§ SOURCE DATA
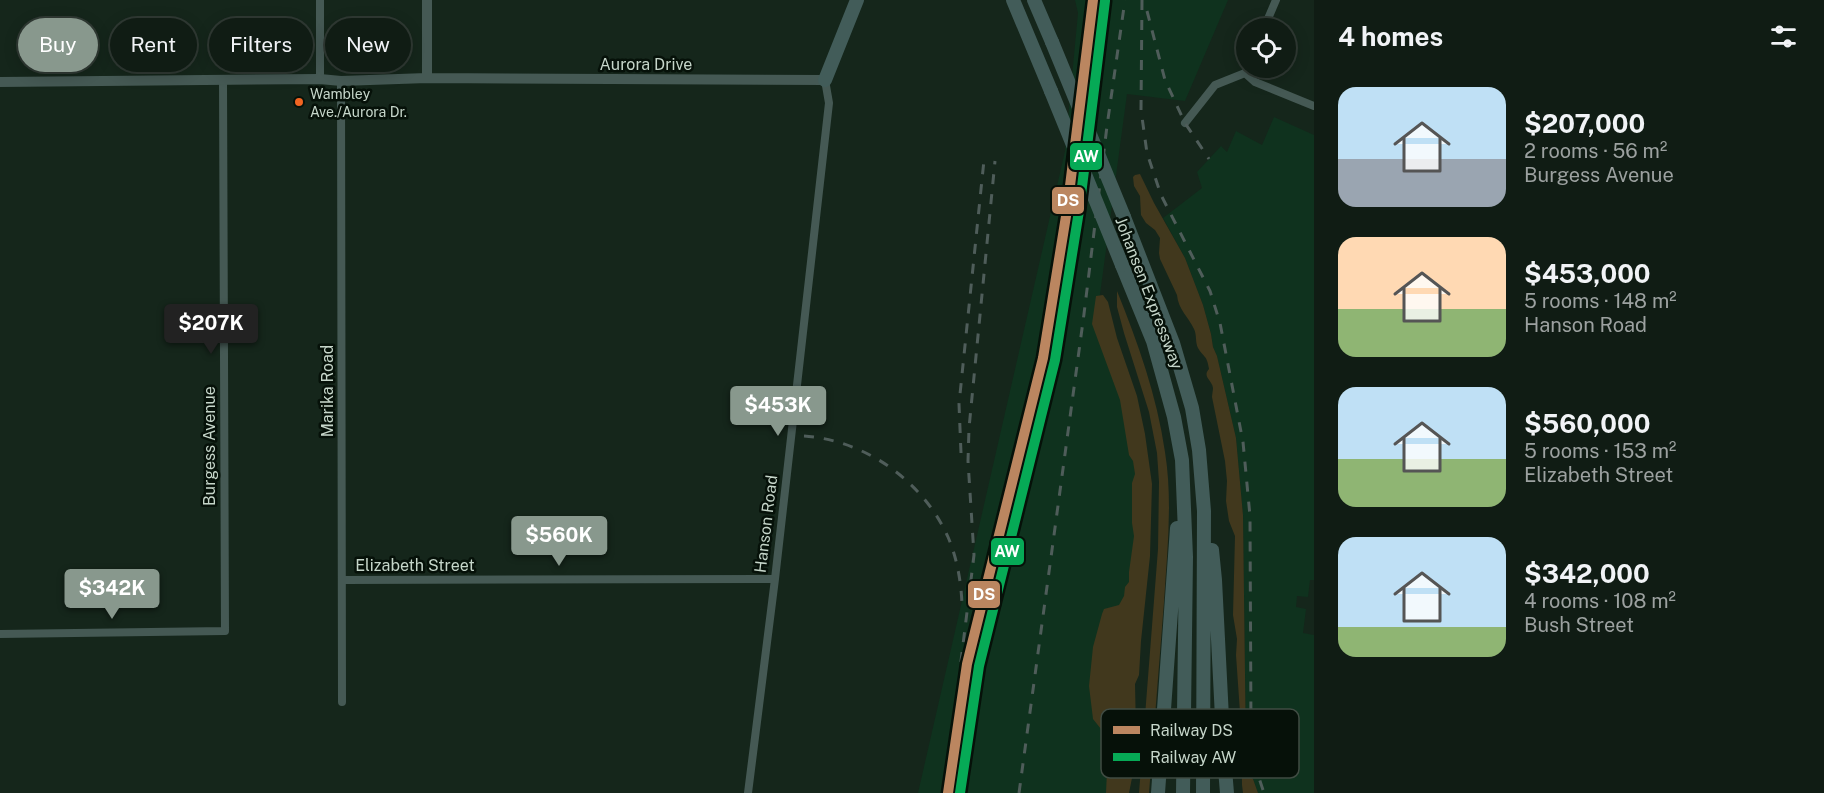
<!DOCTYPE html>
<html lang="en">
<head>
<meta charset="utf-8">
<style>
	:root { --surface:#101c14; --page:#1e2922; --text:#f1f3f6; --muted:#9ca1a0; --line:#303a34; --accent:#88988d }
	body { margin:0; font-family:"Public Sans",sans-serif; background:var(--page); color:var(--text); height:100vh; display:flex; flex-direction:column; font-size:22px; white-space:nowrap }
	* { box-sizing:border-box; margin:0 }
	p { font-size:20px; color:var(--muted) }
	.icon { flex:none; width:33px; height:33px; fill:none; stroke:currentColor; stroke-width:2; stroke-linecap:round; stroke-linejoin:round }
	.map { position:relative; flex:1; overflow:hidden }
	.panel { display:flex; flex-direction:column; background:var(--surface); width:510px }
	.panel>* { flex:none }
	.guide { position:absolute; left:18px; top:18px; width:570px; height:54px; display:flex; gap:12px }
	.buttons { position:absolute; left:1236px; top:18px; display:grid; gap:12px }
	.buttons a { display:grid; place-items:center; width:60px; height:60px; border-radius:50%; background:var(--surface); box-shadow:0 3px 15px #0003,0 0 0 2px var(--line); font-size:30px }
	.price { position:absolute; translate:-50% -51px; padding:0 14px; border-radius:6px; background:var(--accent); color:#fff; font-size:20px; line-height:39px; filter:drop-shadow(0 2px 3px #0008) }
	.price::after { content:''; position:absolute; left:50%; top:36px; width:18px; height:14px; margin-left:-9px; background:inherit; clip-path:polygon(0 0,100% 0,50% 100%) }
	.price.on { background:#222; color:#fff }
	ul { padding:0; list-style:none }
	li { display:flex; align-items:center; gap:18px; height:150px; padding:0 24px }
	li span { display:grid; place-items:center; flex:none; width:168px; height:120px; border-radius:18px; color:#555 }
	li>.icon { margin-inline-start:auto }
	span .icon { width:72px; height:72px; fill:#fffc; stroke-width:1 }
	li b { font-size:26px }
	h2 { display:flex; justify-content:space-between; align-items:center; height:72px; padding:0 24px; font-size:26px }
	.pill { padding:0 21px; border-radius:27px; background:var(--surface); box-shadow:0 3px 15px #0003,0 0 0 2px var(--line); font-size:21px; line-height:54px }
	.pill.on { background:var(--accent); color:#fff }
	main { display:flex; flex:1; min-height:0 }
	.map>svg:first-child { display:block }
	.built { fill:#0f321e }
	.green { fill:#41381d }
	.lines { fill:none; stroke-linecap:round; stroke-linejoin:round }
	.minor { stroke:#455954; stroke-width:8 }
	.tertiary { stroke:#455954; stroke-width:10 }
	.trunk { stroke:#425c59; stroke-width:14 }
	.rail { stroke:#4f5d5a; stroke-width:3; stroke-dasharray:10 10; stroke-linecap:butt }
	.trunk-bridge { stroke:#425c59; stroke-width:14 }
	.rail-1-casing { stroke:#061109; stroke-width:15 }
	.rail-2-casing { stroke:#061109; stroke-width:15 }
	.rail-1 { stroke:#bb8660; stroke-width:10 }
	.rail-2 { stroke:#06aa56; stroke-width:10 }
	.bus-dot { fill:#f26522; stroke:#061109; stroke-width:2 }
	.labels { text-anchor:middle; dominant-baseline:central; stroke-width:5; stroke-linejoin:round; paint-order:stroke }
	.bus-label { font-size:14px; fill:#c6d6ca; stroke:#061109; text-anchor:start }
	.street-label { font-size:16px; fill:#c6d6ca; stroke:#061109 }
	.key { fill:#061109; stroke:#404c43; stroke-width:1.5 }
	.key-label { font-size:16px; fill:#c6d6ca }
	.line-badge { stroke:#061109; stroke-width:2 }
	.badge-label { font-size:16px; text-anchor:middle; font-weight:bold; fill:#fff }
</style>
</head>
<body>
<main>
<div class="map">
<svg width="1314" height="793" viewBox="0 0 1314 793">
	<rect width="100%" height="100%" fill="#15261b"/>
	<!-- built -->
	<path class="built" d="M1075,0h153l-43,101 -58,-7 -31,230 30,72 10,85 2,55 -27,257h-193l147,-642 13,-138z
		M1274,117l40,18v445h-4l-2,17 -11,-1 -1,11 10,2 -3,24 11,2v158h-56l-5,-14 -4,-3 -3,-23 -3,-238 -7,-77 -19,-82 -4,-9 -2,-13 -8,-29 -18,-47 -22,-40 39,-30 -5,-16 24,-26 6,6 9,-21 26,14z"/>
	<!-- green -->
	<path class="green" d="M1140,174l14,29 31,55 18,47 8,29 2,13 4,9 19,82 7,77 3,238 3,23 4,3 5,14h-15l-1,-8 -1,-58 -5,-72 1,-16 -4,-24 2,-79 -6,-15 -3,-20 1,-20 -2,-20 -13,-64c0,-2 1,-7 1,-9 -1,-8 -11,-11 -4,-19 -2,-14 -5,-11 -11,-21 -3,-6 -1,-13 -4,-19 -5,-11 -16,-20 -17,-34l-17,-36 -1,-6 1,-15 -5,-8 -9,-7 -5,-8 -1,-19 -6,-10 -1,-9 2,-2z
		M1117,291c21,52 40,105 48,161 8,50 2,100 -1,150 -5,64 -10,127 -15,191h-10l19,-244 1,-67 -2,-29 -8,-41 -25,-79 -7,-26z
		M1103,295l5,7 9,36 20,58 8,38 7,50 -2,72 -9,85 -2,34 -4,9 1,46 -4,48 -3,15h-23l2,-43 -7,-16v-5l-8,-10 -4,-33 4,-39 9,-33 2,-5 15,-4 5,-9 1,-9 4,-5v-10l5,-36 -2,-13v-40l3,-9 -2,-13 -4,-6 -9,-55 -28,-76 4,-28z"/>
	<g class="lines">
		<!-- minor -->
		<path class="minor" d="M320,0v79
			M1264,28l12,-28
			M1245,73l10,9 59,24
			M341,81l1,621
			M1185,123l30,-38 30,-12 3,-5
			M343,580l432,-1
			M0,634l225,-3 -2,-551
			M748,793l27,-214 54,-476 -4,-23"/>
		<!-- tertiary -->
		<path class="tertiary" d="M427,78v-78
			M0,82l320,-3 21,2 86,-3 398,2"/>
		<!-- trunk -->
		<path class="trunk" d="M1013,0l38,91
			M1034,0l18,42
			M825,80l32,-80
			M1124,217l49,126 19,65 7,42 5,61 -1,282
			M1122,265l31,76 21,76 8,43 4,97 -3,236
			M1212,550l3,30 9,177 3,36
			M1158,793l19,-265"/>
		<!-- rail -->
		<path class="rail" d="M1142,0l-1,110 6,43 14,42 49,96 10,32 23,119 7,74 1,218 6,38 7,21
			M1147,11l18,69 20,43 24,36
			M804,436c61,4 119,45 144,101 9,21 13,44 14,67
			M961,453l-2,-49 25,-244
			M959,722l2,-61 13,-106 -6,-94 1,-33 26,-267
			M944,793l8,-33
			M1019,793l65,-479 23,-188 18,-126"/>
		<!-- trunk-bridge -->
		<path class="trunk-bridge" d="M1052,42l72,175
			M1051,91l71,174"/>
		<defs>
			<path id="rail-1" d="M948,793l19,-129 76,-306 24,-148 26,-210"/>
			<path id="rail-2" d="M960,793l19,-127 76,-306 24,-149 26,-210"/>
		</defs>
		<!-- rail-1 casing -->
		<use href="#rail-1" class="rail-1-casing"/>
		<!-- rail-2 casing -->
		<use href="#rail-2" class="rail-2-casing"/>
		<!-- rail-1 -->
		<use href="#rail-1" class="rail-1"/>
		<!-- rail-2 -->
		<use href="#rail-2" class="rail-2"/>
	</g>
	<!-- markers -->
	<circle class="bus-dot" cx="299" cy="102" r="5"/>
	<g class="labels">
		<!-- bus labels -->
		<g class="bus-label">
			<text x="310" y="94">Wambley<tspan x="310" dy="18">Ave./Aurora Dr.</tspan></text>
		</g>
		<!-- street labels -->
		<g class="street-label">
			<text x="646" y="64">Aurora Drive</text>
			<text transform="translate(1149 293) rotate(69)">Johansen Expressway</text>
			<text transform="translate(327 391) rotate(-90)">Marika Road</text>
			<text transform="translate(209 446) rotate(-90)">Burgess Avenue</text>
			<text transform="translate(766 524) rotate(-83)">Hanson Road</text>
			<text x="415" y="565">Elizabeth Street</text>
		</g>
	</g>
	<!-- legend -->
	<rect x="1101" y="709" width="198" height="69" rx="9" class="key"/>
	<rect x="1113" y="726" width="27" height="8" fill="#bb8660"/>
	<rect x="1113" y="753" width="27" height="8" fill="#06aa56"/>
	<g class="key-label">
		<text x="1150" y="736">Railway DS</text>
		<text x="1150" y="763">Railway AW</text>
	</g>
	<g class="line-badge">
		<rect x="1069" y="142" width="34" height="29" rx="6" fill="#06aa56"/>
		<rect x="1051" y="186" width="34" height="29" rx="6" fill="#bb8660"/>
		<rect x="990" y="537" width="35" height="29" rx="6" fill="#06aa56"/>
		<rect x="967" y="580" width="34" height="29" rx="6" fill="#bb8660"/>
	</g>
	<g class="badge-label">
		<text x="1086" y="162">AW</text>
		<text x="1068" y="206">DS</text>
		<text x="1007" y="557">AW</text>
		<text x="984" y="600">DS</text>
	</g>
</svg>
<div class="buttons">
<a><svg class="icon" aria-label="locate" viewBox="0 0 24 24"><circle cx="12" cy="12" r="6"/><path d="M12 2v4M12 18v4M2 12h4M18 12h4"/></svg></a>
</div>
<b class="price on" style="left:211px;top:355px">$207K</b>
<b class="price" style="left:778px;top:437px">$453K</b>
<b class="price" style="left:559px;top:567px">$560K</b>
<b class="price" style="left:112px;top:620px">$342K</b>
<div class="guide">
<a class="pill on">Buy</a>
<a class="pill">Rent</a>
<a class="pill">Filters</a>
<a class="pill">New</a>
</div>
</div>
<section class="panel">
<h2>4 homes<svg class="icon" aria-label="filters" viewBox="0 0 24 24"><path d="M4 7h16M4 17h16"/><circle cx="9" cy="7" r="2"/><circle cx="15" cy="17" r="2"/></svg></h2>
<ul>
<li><span style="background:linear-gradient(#bfe0f5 60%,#9aa5b1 0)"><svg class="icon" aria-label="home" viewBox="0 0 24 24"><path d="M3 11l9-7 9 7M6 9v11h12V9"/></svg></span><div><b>$207,000</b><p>2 rooms · 56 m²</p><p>Burgess Avenue</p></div></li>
<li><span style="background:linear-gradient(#ffd9b3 60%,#8fb573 0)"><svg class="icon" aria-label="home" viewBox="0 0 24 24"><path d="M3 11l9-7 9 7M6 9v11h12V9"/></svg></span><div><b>$453,000</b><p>5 rooms · 148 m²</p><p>Hanson Road</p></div></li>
<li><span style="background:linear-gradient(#bfe0f5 60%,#8fb573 0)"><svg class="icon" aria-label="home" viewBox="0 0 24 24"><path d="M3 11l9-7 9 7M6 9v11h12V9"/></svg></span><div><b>$560,000</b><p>5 rooms · 153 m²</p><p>Elizabeth Street</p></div></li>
<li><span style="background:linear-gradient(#bfe0f5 75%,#8fb573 0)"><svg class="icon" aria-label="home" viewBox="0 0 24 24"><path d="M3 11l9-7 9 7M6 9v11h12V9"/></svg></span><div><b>$342,000</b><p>4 rooms · 108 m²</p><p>Bush Street</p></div></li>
</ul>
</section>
</main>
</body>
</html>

§ PROBLEM TO SOLVE
Check each line in the records for the word "direction" and say how many have it, with nothing else.

§ EXERCISE RESPONSE
2